**Assigned task**
Search the entries below for "show" and copy each matching line.

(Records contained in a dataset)
========================================================================

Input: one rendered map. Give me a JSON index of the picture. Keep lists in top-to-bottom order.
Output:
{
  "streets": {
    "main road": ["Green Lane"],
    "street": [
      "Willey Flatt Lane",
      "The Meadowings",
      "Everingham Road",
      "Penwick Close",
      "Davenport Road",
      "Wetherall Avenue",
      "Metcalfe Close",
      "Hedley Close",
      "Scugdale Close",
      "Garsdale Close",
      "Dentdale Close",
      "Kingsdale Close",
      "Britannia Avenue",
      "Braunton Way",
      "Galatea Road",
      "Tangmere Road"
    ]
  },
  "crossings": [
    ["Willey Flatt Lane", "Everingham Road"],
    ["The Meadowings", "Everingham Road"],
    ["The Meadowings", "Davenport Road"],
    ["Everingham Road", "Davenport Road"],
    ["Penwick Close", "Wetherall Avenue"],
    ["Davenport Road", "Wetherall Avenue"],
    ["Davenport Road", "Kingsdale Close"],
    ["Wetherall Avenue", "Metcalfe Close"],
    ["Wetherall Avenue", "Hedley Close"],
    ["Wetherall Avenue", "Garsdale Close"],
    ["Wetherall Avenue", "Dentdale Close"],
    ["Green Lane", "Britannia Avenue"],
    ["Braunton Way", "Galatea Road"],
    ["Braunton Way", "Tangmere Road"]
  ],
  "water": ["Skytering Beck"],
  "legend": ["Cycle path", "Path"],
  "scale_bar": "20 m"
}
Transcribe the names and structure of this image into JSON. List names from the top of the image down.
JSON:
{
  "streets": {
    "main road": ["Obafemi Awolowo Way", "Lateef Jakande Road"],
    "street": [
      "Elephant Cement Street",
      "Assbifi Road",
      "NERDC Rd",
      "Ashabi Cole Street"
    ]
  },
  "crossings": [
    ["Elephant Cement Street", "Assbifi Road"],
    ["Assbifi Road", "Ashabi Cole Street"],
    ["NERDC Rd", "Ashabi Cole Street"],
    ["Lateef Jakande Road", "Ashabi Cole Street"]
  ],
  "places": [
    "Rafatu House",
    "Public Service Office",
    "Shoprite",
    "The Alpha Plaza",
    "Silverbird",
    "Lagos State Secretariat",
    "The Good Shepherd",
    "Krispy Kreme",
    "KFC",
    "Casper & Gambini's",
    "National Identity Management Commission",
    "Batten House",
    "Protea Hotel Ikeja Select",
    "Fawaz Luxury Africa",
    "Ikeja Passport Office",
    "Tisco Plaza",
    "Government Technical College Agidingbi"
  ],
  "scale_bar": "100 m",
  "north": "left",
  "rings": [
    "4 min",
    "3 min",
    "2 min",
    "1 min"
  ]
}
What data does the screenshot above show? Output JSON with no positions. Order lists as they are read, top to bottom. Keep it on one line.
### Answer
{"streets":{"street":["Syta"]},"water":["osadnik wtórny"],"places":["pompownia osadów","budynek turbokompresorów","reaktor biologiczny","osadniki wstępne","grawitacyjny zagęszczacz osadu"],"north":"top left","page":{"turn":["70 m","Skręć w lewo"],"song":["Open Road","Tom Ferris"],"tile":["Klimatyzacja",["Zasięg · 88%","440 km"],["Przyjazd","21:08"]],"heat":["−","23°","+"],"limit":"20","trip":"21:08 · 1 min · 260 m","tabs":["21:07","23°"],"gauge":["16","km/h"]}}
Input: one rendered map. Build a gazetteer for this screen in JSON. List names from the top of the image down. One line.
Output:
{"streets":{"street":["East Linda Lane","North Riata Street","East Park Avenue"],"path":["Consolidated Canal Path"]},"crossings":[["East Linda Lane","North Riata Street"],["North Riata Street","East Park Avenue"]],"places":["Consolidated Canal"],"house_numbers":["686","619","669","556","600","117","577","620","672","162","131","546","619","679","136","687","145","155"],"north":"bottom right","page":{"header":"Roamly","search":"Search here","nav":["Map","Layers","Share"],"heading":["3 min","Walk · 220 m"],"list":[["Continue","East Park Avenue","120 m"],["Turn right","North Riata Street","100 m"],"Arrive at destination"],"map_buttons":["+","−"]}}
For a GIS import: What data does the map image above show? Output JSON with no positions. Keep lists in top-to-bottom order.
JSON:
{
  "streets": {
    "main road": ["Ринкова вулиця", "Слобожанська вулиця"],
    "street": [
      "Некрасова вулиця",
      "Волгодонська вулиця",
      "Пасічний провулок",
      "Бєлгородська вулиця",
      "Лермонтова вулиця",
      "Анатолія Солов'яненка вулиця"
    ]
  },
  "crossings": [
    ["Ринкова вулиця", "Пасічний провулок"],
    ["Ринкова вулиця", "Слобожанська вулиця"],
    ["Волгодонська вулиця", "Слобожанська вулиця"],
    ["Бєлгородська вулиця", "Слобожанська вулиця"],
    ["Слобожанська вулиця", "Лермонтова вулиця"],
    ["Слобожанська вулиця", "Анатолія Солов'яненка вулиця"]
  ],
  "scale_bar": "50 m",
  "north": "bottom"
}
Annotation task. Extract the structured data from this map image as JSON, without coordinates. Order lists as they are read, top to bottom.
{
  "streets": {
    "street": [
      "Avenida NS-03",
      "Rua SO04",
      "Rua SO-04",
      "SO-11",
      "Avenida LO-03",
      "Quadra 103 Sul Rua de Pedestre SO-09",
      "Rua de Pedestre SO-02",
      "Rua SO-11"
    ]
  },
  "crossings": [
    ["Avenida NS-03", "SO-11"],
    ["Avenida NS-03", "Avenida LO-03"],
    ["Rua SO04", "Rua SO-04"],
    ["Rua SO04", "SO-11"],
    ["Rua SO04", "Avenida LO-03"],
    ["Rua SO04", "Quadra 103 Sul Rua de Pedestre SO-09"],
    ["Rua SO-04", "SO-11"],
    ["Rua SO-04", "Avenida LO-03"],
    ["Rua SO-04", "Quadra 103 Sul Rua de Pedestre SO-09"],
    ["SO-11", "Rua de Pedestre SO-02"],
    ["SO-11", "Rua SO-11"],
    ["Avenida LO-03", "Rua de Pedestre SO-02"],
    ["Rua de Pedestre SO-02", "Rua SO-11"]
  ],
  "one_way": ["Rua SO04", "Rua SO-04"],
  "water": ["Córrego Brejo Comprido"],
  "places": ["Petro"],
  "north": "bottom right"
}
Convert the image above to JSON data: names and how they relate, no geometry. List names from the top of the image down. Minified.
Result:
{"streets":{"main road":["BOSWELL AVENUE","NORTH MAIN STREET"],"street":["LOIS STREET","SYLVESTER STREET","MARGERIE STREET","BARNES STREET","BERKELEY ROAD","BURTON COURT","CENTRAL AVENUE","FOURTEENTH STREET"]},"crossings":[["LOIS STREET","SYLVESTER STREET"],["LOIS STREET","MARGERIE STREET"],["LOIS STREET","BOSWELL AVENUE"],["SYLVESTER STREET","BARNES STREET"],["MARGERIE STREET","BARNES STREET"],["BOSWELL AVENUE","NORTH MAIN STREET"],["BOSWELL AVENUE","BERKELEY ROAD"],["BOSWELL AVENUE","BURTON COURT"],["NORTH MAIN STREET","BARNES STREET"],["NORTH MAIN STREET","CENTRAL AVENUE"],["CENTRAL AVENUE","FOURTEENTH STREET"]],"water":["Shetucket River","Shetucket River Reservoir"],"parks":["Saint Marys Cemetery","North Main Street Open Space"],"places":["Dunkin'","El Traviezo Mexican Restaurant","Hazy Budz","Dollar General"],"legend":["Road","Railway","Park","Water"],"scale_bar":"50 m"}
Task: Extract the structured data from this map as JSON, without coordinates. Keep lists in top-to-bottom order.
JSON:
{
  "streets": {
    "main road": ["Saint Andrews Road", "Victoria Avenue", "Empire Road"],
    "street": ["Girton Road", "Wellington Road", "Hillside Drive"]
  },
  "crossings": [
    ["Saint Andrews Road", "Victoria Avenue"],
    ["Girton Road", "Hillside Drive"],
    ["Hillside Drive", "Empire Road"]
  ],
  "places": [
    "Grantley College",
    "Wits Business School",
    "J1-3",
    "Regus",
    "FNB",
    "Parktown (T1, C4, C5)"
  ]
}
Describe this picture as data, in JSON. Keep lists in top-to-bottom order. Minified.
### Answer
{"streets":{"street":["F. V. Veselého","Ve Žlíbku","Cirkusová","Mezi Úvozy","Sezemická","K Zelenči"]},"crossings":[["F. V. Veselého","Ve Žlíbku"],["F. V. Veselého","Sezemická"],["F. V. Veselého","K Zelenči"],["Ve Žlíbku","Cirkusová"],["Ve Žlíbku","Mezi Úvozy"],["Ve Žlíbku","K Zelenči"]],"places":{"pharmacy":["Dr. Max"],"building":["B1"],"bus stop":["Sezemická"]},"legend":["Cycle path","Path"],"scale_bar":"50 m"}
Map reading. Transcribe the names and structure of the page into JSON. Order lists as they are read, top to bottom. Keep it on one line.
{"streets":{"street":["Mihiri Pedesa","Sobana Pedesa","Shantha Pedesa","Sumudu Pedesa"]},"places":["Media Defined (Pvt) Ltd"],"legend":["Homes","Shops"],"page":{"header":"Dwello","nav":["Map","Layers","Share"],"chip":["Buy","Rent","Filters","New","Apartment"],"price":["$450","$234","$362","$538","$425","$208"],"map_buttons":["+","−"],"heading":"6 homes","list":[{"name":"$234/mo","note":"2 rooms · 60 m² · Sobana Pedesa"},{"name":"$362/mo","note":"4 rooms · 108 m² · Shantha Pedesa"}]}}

========================================================================

**Exercise answer**
What data does the screenshot above show? Output JSON with no positions. Order lists as they are read, top to bottom. Keep it on one line.
For a GIS import: What data does the map image above show? Output JSON with no positions. Keep lists in top-to-bottom order.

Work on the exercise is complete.